Словно щетки огромной улице-уборочной машины, какой-нибудь из этих щетинистых, усатых уродин, подхватили и понесли меня. Чуть не на плечах восторженных людей я поплыл вниз по улице, туда, куда созвездиями мерцающих огоньков нас зазывал кинотеатр. Тималти шагал, размахивая руками, где-то сбоку и, надрываясь, знакомил меня с основными правилами.

— Многое, конечно, зависит от кинотеатра!

— Конечно! — соглашался я.

— Есть кинотеатры щедрые, с широкой натурой, проходы и двери в них широкие, а туалеты — те даже еще просторней, еще шире; в некоторых столько кафеля, что от одних эхо не знаешь куда деваться. А есть кинотеатры-скупердяи, мышеловки, там даже в главном проходе не вздохнешь, сиденья бьют тебя по коленям, а через наружную дверь, когда спешишь после сеанса в кафе-кондитерскую напротив, где мужской туалет, протиснуться можно только боком. Каждый кинотеатр оценивается со всех сторон, оцениваются условия в нем до, во время и после спринта, и все учитывается. Принимается во внимание также, кто зрители: мужчины и женщины вперемешку, одни мужчины, одни женщины или — это самое худшее — одна детвора (на дневных сеансах). С детьми, конечно, испытываешь искушение хватать их в охапку, как сено, и откидывать в стороны, так что мы это бросили и теперь ходим в основном на вечерние — сюда, в «Граф-тон»!

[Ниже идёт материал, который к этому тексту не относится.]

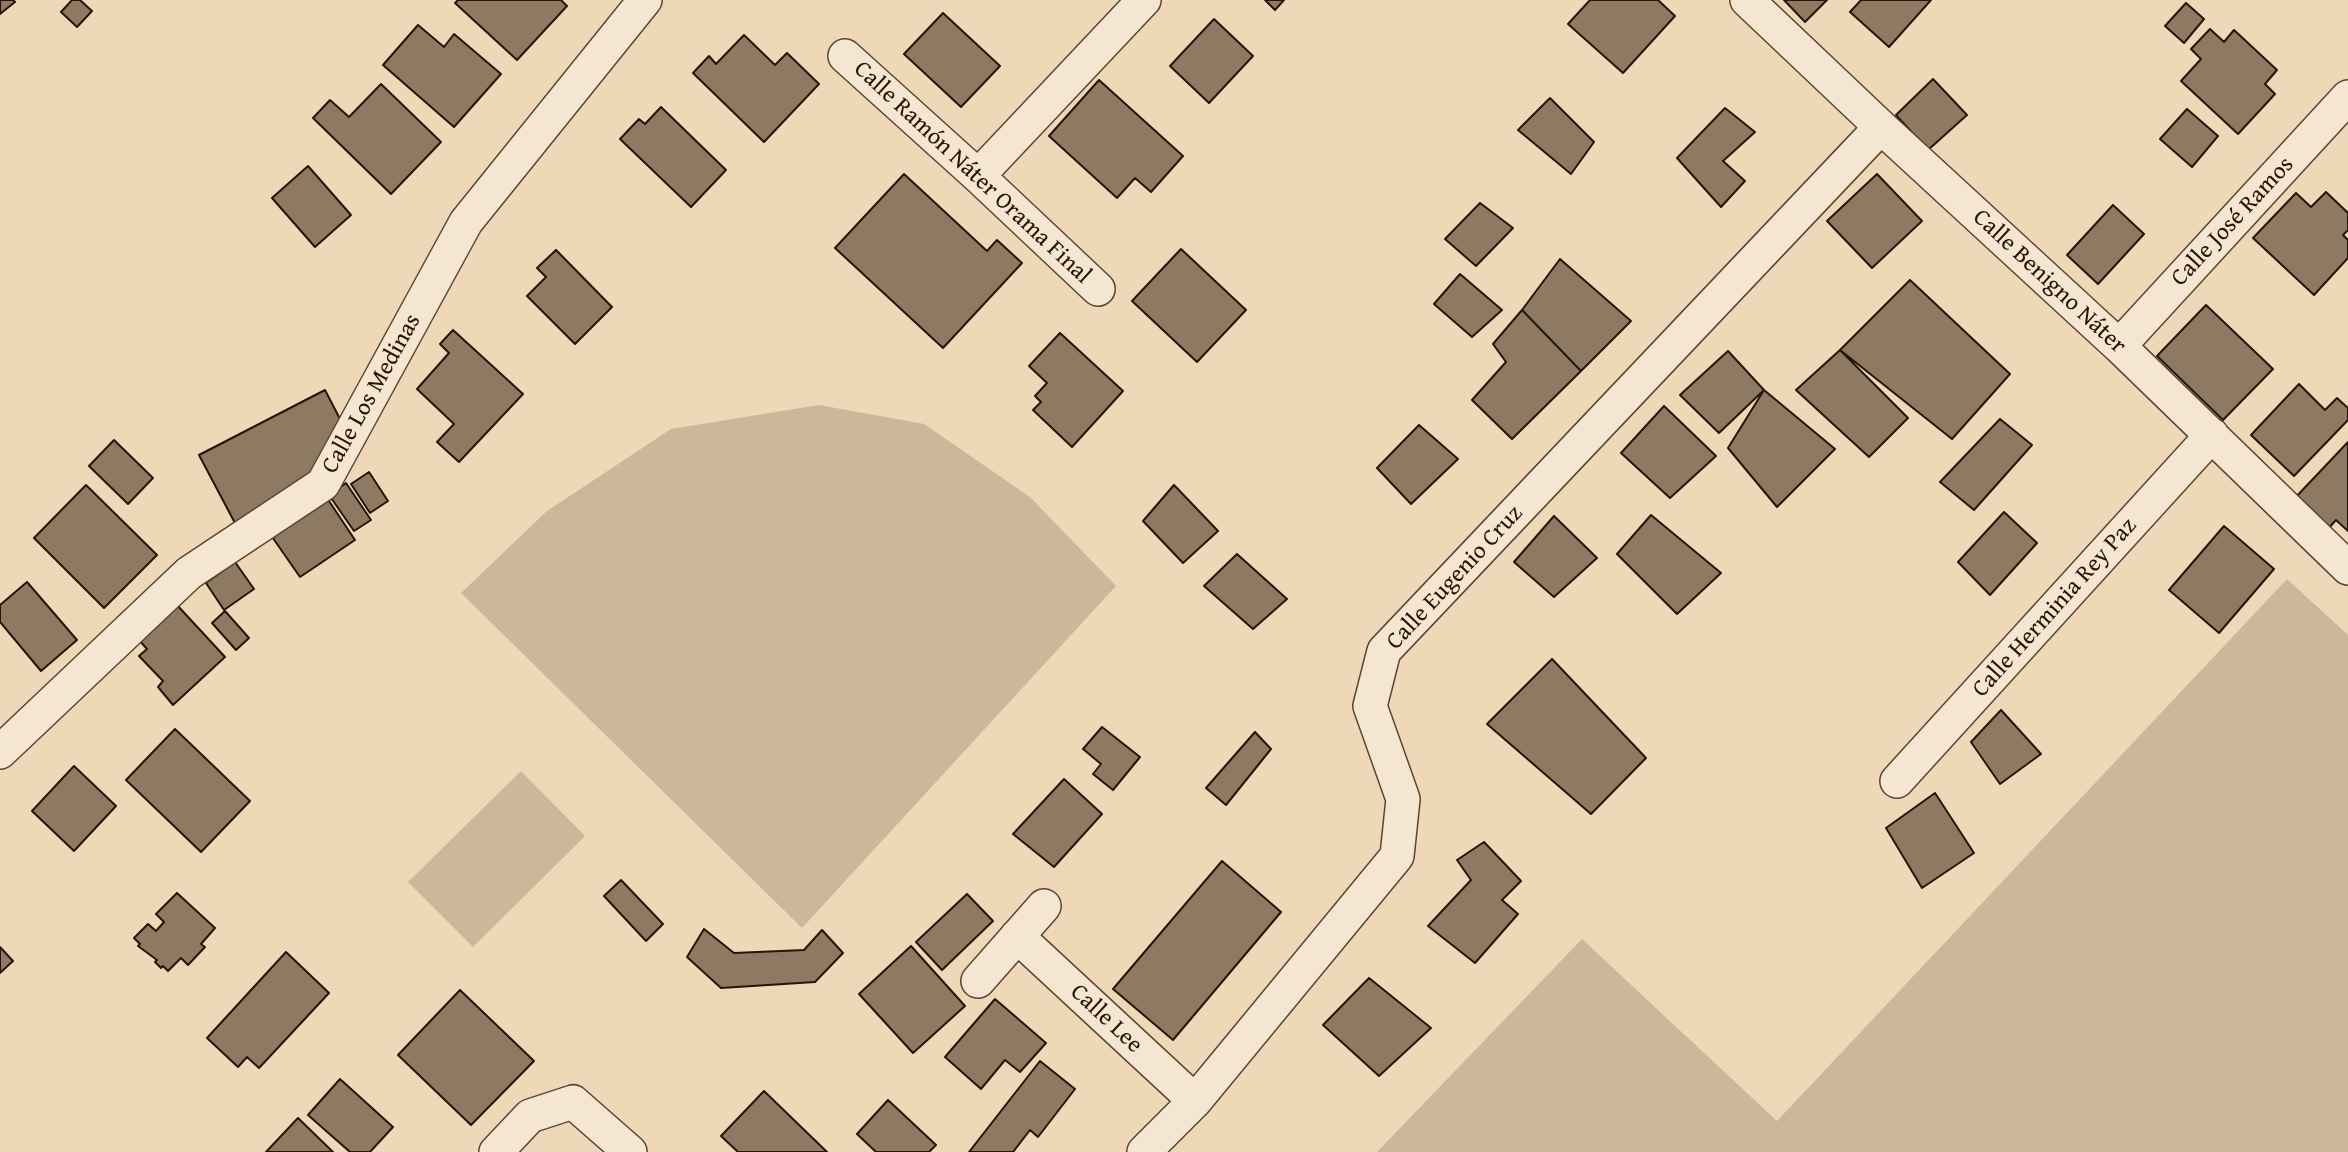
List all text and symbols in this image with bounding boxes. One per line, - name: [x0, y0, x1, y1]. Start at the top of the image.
- street label: Calle Ramón Náter Orama Final: [847, 55, 1097, 291]
- street label: Calle José Ramos: [2166, 151, 2300, 293]
- street label: Calle Benigno Náter: [1966, 204, 2132, 360]
- street label: Calle Los Medinas: [316, 309, 428, 479]
- street label: Calle Eugenio Cruz: [1381, 500, 1529, 656]
- street label: Calle Herminia Rey Paz: [1967, 512, 2143, 704]
- street label: Calle Lee: [1064, 978, 1148, 1060]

Наконец-то! Мы остановились. Мерцающие разноцветные огоньки отражались у нас в глазах и окрашивали наши лица.

— Идеальный кинотеатр, — сказал Фогарти.

— Почему? — спросил я.

— Проходы, — объяснил Кланнери, — не слишком широкие, но и не слишком узкие, выходы размещены удачно, дверные петли смазаны, среди публики много наших болельщиков, а остальные если и не болеют — все разно посторонятся, когда по проходу мчится, выкладываясь, спринтер.

Меня озарило:

— Вы… специально создаете препятствия?

— Ну да! Иногда меняем выходы — когда к старым уже примерились. Или наденем зимнее пальто на одного, а летнее на другого. Или посадим одного в шестом ряду, а другого — в третьем. А уж если спринтер стал быстроногим до неприличия, мы нагружаем его самым тяжелым грузом, какой у нас есть…

— Алкоголем?

— Ну конечно! Например, Дун у нас быстроногий, как серна, так что его надо нагрузить вдвойне… Нолан! — И Тималти протянул фляжку: — На, беги к Дуну, пусть глотнет пару раз, да побольше!

Нолан побежал.

— Этот и так уже обошел за вечер все «Четыре провинции», — кивнул Тималти на Хулихена, — с него хватит. Теперь они с Дуном на равных.

— Отправляйся, Хулихен, — сказал Фогарти, — ни пуха тебе, ни пера. Через пять минут ты стрелой вылетишь на улицу, станешь победителем! Первым!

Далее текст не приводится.